Records from a collection:
┄┄┄┄┄┄┄┄┄┄

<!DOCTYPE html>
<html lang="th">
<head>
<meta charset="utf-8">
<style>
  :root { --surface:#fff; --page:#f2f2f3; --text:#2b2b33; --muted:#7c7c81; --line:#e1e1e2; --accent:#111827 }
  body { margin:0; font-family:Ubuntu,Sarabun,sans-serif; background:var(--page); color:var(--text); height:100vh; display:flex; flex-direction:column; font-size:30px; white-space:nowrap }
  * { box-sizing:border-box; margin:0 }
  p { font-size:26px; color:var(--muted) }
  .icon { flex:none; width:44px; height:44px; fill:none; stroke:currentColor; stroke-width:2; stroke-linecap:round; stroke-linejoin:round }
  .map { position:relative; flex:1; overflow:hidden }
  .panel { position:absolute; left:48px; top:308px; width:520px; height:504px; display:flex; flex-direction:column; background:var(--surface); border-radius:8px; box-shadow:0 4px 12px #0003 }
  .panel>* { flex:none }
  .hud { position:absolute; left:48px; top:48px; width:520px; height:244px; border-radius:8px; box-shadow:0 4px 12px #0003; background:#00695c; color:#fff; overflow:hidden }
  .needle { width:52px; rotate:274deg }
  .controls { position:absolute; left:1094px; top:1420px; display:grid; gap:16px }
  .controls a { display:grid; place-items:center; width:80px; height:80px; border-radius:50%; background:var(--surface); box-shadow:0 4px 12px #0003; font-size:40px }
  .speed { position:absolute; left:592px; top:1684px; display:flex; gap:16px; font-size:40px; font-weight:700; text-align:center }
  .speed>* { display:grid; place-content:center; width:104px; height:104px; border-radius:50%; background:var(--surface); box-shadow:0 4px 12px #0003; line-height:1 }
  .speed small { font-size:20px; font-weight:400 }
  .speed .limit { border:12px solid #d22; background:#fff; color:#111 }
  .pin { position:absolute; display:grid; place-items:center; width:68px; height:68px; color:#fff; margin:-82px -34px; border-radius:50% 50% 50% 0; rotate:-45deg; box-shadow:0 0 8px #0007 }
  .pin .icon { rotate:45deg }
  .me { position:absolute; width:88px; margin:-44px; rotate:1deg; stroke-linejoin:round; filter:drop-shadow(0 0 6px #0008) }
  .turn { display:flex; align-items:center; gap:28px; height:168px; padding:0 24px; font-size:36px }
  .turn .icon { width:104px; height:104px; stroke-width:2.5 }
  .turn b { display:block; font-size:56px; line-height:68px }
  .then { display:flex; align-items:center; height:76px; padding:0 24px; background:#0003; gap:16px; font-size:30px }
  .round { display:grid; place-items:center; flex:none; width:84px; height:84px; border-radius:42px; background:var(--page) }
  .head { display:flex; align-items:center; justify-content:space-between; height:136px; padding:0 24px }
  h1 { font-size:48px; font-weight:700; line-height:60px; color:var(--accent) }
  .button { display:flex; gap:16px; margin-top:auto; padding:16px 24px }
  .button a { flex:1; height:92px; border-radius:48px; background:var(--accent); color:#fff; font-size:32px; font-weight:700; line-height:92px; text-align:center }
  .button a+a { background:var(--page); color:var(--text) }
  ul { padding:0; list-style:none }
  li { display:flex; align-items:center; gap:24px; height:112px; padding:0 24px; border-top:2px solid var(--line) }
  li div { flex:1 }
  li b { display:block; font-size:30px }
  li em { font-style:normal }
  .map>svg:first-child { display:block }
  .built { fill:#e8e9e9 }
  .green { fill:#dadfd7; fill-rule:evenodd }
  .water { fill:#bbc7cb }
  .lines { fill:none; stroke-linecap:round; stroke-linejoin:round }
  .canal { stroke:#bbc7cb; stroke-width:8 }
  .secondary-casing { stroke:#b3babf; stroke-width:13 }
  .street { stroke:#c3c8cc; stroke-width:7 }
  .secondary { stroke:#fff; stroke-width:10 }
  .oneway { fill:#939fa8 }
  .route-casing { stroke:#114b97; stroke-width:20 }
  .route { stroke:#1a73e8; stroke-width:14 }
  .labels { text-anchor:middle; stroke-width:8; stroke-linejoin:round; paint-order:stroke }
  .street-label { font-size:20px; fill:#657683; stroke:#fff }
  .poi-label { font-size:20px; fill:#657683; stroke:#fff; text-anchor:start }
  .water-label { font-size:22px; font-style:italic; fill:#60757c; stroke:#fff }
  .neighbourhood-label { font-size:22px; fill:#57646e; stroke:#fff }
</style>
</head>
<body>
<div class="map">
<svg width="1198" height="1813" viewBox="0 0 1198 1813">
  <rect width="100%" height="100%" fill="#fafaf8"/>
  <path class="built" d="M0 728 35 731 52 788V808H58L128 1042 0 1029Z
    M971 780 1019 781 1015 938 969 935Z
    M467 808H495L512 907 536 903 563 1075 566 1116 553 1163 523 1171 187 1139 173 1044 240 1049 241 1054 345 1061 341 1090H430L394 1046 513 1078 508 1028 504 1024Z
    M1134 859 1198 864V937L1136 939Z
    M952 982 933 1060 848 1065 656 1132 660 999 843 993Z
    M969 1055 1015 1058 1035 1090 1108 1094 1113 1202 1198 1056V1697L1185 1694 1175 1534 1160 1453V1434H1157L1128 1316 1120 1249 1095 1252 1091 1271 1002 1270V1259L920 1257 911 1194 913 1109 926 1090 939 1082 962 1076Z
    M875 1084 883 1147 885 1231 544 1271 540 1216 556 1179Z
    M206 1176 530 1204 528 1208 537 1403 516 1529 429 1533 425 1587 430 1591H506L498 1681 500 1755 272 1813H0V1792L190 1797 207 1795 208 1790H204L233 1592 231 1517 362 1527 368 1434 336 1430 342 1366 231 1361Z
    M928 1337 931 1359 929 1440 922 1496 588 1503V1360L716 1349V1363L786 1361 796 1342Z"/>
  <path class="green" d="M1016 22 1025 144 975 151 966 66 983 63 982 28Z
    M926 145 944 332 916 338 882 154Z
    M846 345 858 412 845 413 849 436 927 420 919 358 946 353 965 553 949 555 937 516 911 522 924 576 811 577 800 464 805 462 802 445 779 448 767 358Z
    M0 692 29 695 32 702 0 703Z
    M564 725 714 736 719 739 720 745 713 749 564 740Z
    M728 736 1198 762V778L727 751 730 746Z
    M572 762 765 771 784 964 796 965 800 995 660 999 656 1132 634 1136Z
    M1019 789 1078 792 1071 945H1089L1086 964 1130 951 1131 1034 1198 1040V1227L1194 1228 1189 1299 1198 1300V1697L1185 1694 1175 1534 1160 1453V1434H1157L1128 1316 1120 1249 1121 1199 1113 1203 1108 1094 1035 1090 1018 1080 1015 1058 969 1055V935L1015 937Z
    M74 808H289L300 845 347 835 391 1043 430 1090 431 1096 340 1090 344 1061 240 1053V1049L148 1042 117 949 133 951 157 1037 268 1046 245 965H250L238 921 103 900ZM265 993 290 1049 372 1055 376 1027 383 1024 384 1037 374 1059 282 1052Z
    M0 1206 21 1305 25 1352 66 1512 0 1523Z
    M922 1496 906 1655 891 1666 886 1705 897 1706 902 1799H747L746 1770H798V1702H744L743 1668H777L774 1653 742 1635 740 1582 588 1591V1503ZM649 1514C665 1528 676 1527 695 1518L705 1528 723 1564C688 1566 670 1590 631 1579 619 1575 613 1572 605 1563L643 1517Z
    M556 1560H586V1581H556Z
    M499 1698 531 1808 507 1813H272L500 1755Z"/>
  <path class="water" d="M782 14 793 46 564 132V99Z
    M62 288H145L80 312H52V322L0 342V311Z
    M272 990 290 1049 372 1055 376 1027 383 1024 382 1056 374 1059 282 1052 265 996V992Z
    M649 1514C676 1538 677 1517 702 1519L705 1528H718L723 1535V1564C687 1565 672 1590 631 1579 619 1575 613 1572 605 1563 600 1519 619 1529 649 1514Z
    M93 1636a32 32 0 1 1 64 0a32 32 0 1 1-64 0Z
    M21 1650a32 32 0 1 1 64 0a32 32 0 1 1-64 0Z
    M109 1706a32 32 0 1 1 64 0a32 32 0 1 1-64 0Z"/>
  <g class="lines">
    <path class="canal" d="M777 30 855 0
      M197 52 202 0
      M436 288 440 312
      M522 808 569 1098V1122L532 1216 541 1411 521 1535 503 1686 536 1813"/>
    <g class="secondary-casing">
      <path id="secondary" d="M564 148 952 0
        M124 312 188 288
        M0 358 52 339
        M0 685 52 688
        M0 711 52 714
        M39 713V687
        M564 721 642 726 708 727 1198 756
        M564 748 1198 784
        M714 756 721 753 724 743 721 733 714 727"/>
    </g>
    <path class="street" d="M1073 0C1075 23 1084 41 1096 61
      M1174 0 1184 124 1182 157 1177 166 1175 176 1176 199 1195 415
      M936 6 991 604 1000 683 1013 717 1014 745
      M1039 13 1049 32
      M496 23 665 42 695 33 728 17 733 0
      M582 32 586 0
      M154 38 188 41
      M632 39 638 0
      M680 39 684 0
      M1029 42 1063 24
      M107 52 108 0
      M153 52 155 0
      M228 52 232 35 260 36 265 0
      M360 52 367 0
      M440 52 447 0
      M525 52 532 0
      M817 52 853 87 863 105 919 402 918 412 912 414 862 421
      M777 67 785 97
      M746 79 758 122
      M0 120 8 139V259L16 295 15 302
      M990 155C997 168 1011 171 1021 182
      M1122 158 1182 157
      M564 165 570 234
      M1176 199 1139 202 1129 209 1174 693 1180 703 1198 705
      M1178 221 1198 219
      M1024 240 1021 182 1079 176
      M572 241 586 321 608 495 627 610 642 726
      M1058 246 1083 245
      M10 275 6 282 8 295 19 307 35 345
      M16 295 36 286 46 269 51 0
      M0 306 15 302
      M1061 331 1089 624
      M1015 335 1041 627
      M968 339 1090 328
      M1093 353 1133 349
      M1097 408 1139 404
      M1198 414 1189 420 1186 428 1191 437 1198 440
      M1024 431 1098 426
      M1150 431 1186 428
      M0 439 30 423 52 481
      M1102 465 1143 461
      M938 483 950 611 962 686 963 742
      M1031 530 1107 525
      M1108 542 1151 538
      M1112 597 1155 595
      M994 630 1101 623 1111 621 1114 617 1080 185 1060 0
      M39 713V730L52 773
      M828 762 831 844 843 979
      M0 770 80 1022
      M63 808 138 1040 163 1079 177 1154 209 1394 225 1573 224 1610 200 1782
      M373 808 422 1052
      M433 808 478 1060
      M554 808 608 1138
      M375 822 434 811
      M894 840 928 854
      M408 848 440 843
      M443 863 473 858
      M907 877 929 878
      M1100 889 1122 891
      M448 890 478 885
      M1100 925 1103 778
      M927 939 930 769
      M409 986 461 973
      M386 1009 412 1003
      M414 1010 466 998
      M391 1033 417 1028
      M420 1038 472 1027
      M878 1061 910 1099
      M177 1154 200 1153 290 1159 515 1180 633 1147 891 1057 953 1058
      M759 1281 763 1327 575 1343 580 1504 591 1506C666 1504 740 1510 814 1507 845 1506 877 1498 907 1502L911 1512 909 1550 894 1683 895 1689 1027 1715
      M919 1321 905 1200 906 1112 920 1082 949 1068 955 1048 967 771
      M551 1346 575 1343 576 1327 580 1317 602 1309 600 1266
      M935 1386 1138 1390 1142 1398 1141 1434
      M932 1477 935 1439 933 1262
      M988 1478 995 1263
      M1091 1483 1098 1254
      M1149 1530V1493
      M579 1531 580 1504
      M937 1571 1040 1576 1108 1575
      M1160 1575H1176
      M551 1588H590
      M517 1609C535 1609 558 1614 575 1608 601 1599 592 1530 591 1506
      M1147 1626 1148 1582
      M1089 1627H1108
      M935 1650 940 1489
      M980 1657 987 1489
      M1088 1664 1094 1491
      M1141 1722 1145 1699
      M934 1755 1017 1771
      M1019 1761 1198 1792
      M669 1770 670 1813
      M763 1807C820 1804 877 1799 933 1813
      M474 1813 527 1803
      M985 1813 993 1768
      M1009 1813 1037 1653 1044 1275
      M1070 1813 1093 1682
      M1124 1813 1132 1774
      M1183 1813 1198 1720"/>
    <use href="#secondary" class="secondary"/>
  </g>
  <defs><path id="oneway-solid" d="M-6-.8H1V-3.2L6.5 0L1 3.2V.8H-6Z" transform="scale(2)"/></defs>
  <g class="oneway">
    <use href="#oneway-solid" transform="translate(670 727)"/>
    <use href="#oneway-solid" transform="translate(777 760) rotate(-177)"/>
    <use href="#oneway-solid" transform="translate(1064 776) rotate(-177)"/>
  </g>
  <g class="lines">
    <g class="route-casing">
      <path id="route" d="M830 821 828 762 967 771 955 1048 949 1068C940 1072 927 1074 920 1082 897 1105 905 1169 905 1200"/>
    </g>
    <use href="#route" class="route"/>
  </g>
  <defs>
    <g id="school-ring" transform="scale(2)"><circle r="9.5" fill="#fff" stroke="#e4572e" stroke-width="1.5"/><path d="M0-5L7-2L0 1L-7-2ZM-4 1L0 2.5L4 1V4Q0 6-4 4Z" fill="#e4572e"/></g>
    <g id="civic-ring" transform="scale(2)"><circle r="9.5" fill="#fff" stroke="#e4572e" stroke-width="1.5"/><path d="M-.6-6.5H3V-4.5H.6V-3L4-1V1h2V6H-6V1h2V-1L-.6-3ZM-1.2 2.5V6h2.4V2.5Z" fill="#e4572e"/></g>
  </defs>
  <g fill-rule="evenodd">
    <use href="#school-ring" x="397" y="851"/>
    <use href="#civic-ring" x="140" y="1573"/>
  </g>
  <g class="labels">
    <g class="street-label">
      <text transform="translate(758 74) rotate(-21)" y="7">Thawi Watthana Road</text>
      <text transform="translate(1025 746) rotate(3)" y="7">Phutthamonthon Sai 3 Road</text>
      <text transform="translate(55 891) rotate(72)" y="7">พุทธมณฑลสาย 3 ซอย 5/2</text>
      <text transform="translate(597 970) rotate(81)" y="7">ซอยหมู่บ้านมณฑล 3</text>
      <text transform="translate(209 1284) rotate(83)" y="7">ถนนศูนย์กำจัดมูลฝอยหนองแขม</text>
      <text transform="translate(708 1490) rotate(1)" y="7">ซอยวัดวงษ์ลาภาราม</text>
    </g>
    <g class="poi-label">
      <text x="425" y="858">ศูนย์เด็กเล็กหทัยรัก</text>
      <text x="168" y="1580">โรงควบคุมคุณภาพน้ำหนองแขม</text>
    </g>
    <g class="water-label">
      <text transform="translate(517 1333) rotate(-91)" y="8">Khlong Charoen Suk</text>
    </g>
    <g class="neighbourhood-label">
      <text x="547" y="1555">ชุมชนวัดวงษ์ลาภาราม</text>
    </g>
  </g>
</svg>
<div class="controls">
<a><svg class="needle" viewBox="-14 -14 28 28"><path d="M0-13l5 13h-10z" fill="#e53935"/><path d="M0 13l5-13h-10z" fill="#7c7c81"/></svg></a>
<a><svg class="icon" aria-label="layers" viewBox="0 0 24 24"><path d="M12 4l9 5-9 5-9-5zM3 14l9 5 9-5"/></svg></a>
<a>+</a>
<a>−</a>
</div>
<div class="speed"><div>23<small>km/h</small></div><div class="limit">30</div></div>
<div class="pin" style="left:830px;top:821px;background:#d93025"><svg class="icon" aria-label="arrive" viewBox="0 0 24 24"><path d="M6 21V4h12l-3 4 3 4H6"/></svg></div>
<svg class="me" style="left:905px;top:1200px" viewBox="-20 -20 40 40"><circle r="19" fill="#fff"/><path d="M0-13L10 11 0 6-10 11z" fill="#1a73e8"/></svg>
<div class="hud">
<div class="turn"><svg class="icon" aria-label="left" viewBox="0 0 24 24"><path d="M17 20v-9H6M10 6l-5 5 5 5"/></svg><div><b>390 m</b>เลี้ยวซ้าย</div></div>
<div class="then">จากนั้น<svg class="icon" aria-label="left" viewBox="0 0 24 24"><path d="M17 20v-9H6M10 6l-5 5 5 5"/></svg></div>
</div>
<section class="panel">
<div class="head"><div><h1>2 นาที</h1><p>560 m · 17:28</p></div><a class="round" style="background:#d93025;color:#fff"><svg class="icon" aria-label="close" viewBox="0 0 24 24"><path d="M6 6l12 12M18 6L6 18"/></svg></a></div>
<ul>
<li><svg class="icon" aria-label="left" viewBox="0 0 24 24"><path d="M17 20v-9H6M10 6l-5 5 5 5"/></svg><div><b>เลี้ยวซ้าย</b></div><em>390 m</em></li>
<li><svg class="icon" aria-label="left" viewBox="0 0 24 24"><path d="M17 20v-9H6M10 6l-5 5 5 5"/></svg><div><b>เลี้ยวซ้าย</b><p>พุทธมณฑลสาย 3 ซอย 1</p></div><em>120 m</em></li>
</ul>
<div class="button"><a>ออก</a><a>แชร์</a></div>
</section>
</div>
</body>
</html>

┄┄┄┄┄┄┄┄┄┄

■ REQUIREMENT ■
Up to and including the line with "display:grid; place-items:center; width:80px;", write out the records above exactly, starting from their first line.

■ TASK RESULT ■
<!DOCTYPE html>
<html lang="th">
<head>
<meta charset="utf-8">
<style>
  :root { --surface:#fff; --page:#f2f2f3; --text:#2b2b33; --muted:#7c7c81; --line:#e1e1e2; --accent:#111827 }
  body { margin:0; font-family:Ubuntu,Sarabun,sans-serif; background:var(--page); color:var(--text); height:100vh; display:flex; flex-direction:column; font-size:30px; white-space:nowrap }
  * { box-sizing:border-box; margin:0 }
  p { font-size:26px; color:var(--muted) }
  .icon { flex:none; width:44px; height:44px; fill:none; stroke:currentColor; stroke-width:2; stroke-linecap:round; stroke-linejoin:round }
  .map { position:relative; flex:1; overflow:hidden }
  .panel { position:absolute; left:48px; top:308px; width:520px; height:504px; display:flex; flex-direction:column; background:var(--surface); border-radius:8px; box-shadow:0 4px 12px #0003 }
  .panel>* { flex:none }
  .hud { position:absolute; left:48px; top:48px; width:520px; height:244px; border-radius:8px; box-shadow:0 4px 12px #0003; background:#00695c; color:#fff; overflow:hidden }
  .needle { width:52px; rotate:274deg }
  .controls { position:absolute; left:1094px; top:1420px; display:grid; gap:16px }
  .controls a { display:grid; place-items:center; width:80px; height:80px; border-radius:50%; background:var(--surface); box-shadow:0 4px 12px #0003; font-size:40px }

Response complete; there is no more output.